Polish nobleman and entrepreneur (1761–1801)

Antoni Protazy Potocki (11 September 1761 – 1801), also known as Prot, was a Polish nobleman and an early entrepreneur.

==Biography==
He was born to Paula née Szembek and her second husband, Count Jan Prosper Potocki, Starosta of Guzów. He was a younger half-brother of Feliks Lubienski and older half-brother of Michal Kleofas Oginski and his sister, Józefa Ogińska.

In 1790 Antoni bought himself voivodeship of Kiev, approved in 1791 by King and briefly he was starost of Guzów. He was a banker in Kherson and Warsaw.

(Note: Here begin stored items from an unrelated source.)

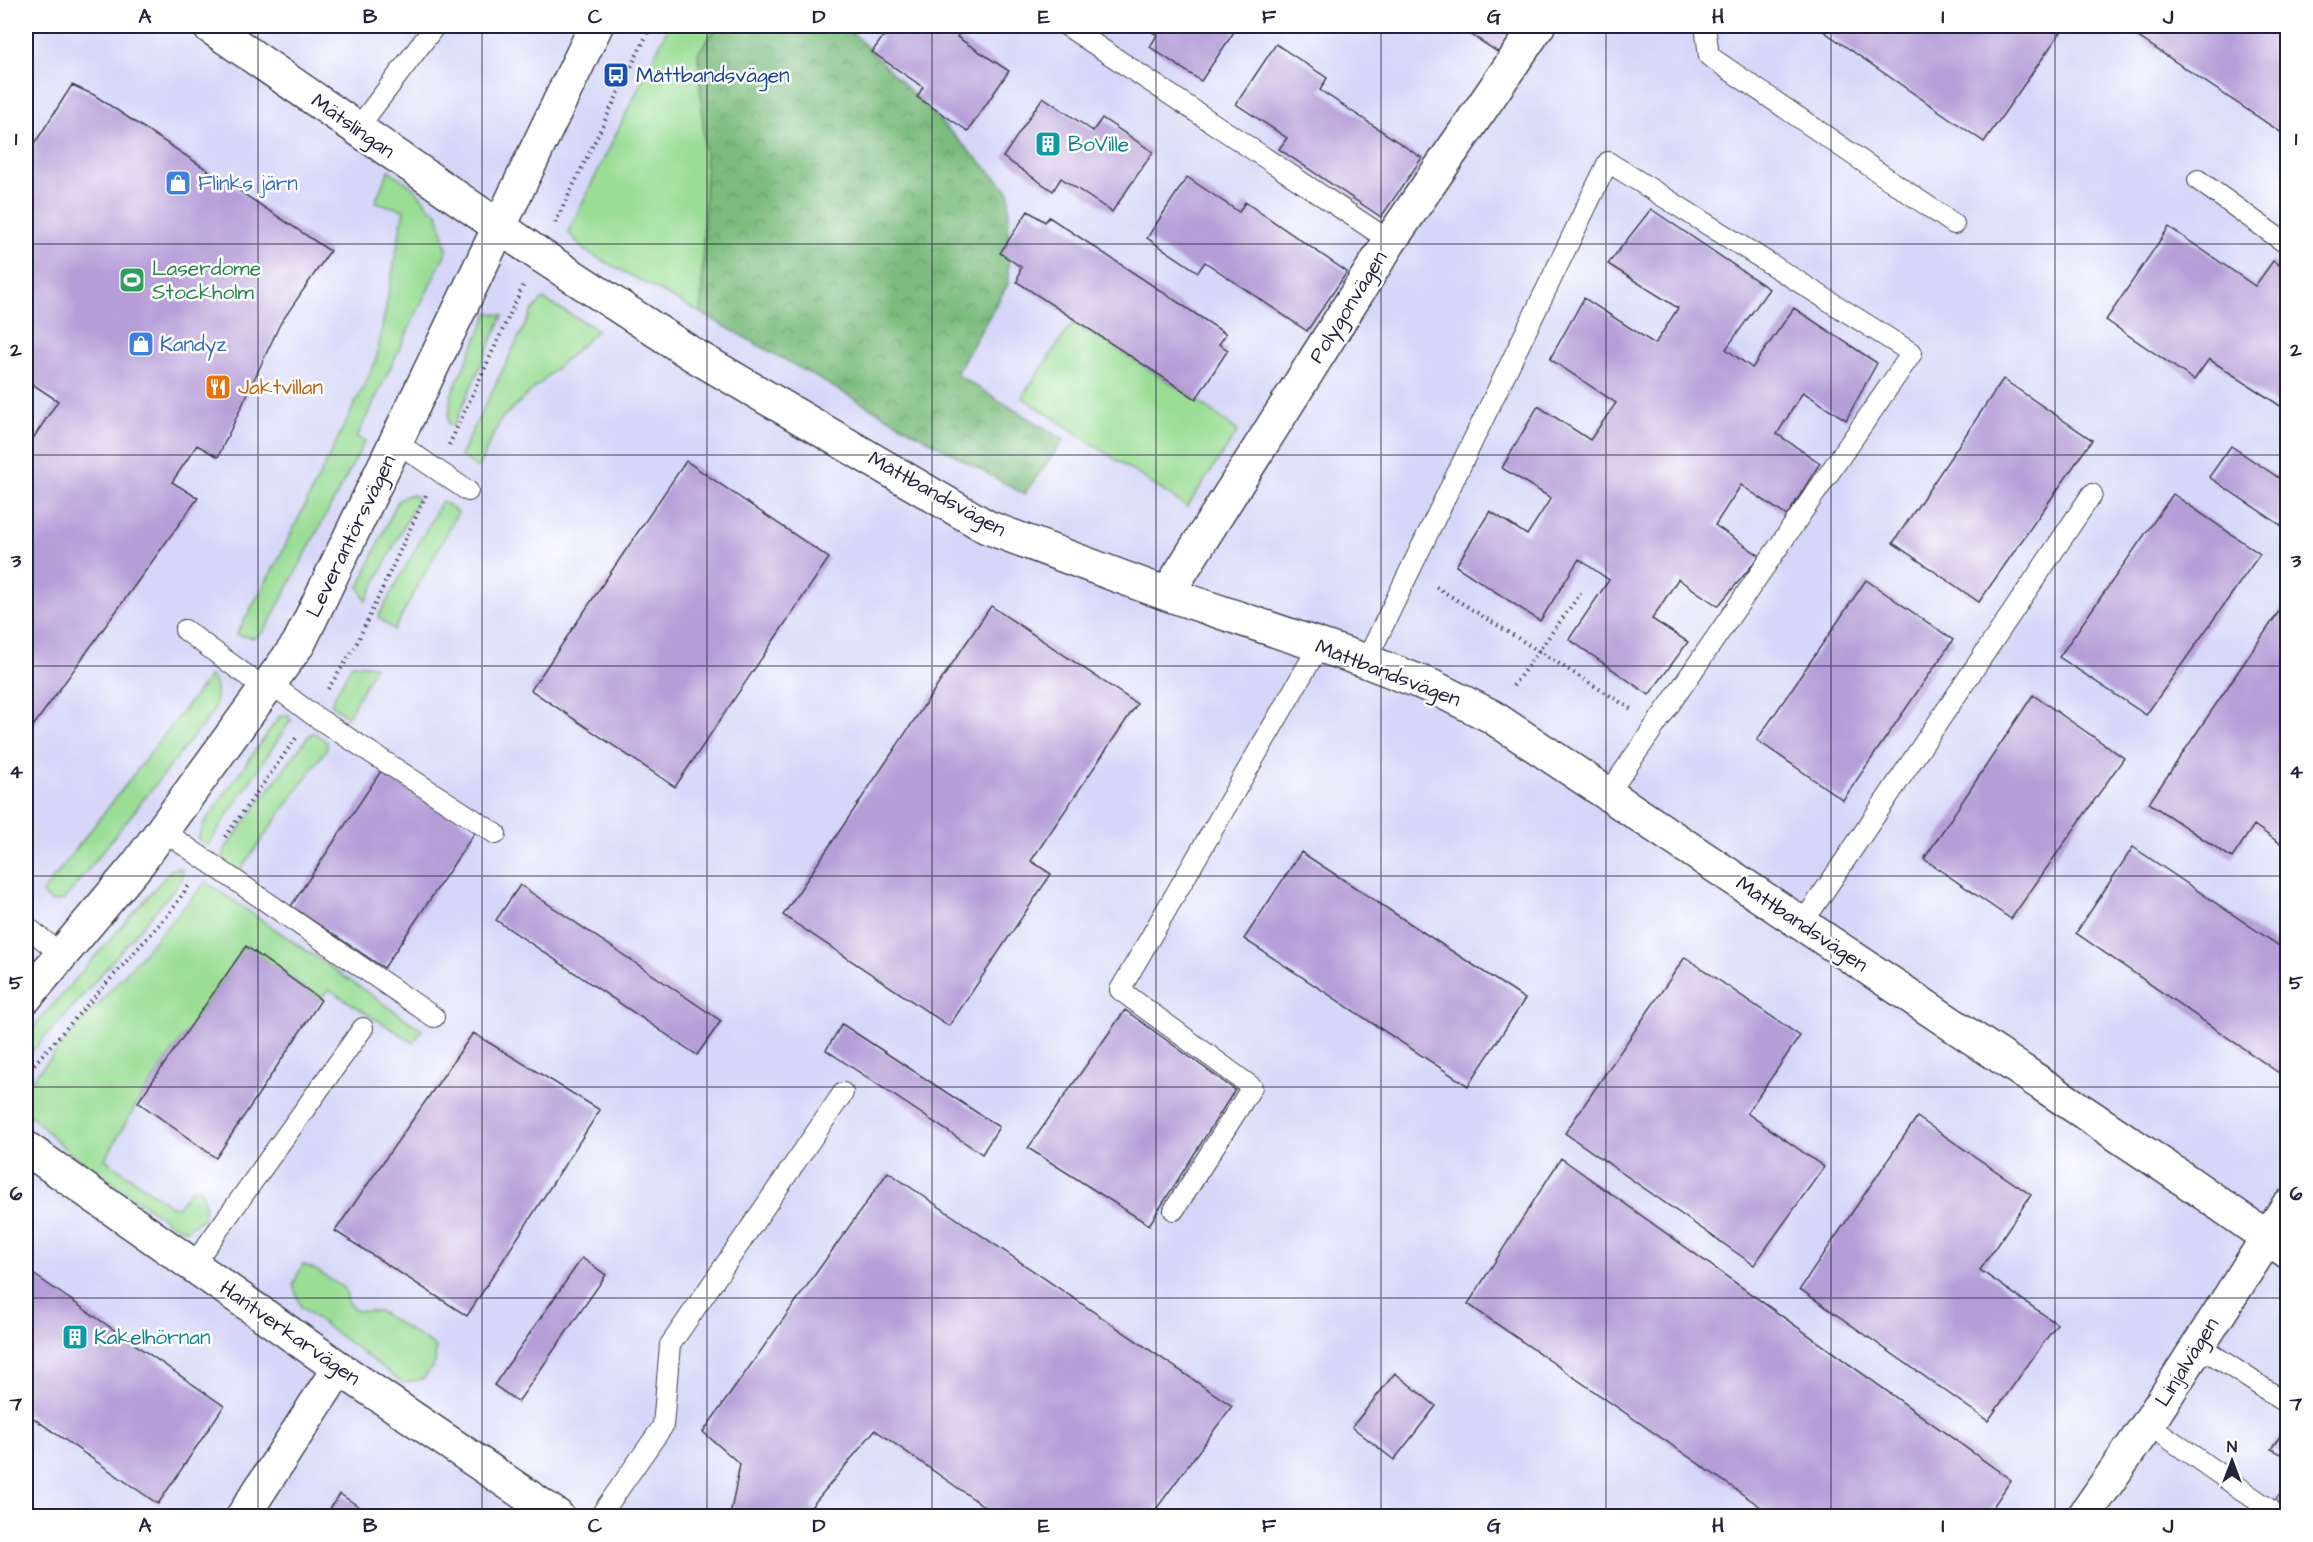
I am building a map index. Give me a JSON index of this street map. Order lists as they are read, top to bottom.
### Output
{
  "streets": {
    "street": [
      "Mätslingan",
      "Polygonvägen",
      "Måttbandsvägen",
      "Leverantörsvägen",
      "Hantverkarvägen",
      "Linjalvägen"
    ]
  },
  "crossings": [
    ["Mätslingan", "Måttbandsvägen"],
    ["Mätslingan", "Leverantörsvägen"],
    ["Polygonvägen", "Måttbandsvägen"],
    ["Måttbandsvägen", "Leverantörsvägen"],
    ["Måttbandsvägen", "Linjalvägen"]
  ],
  "places": {
    "bus stop": ["Måttbandsvägen"],
    "building": ["BoVille", "Kakelhörnan"],
    "shop": ["Flinks järn", "Kandyz"],
    "sports": ["Laserdome Stockholm"],
    "restaurant": ["Jaktvillan"]
  },
  "north": "top",
  "grid": {
    "columns": [
      "A",
      "B",
      "C",
      "D",
      "E",
      "F",
      "G",
      "H",
      "I",
      "J"
    ],
    "rows": [
      "1",
      "2",
      "3",
      "4",
      "5",
      "6",
      "7"
    ]
  }
}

As proprietor of the Chudniv estate, he established several factories in the village of Makhnivka, near Berdychiv. He was director the Polish Black Sea Trading Company, and ran an import-export business in Russian-ruled Kherson. Potocki had inherited wealth from his father: 6 million zlotys and a number of estates. His marriage with Marianna Lubomirska, daughter of magnate Kasper Lubomirski, contributed still more. At the peak of his wealth, in early 1790s, his fortune was estimated 60-70 million zlotys. However political turmoils brought his (and many other wealthy Polish businessmen) fortune to the end. The first strike was the first partition of Poland, during which people rushed to banks for money, and many banks, including Potocki's, crashed. He was on the way to recovery, but the second political blow followed: the Kościuszko Uprising of 1794. Eventually much of the remaining fortune and estates were lost due to unpaid taxes. The knowledge of his last days in oblivion is fragmentary.

He was invested as a Knight of the Order of the White Eagle, awarded on May 8, 1781. Later he was awarded with the Order of Saint Stanislaus.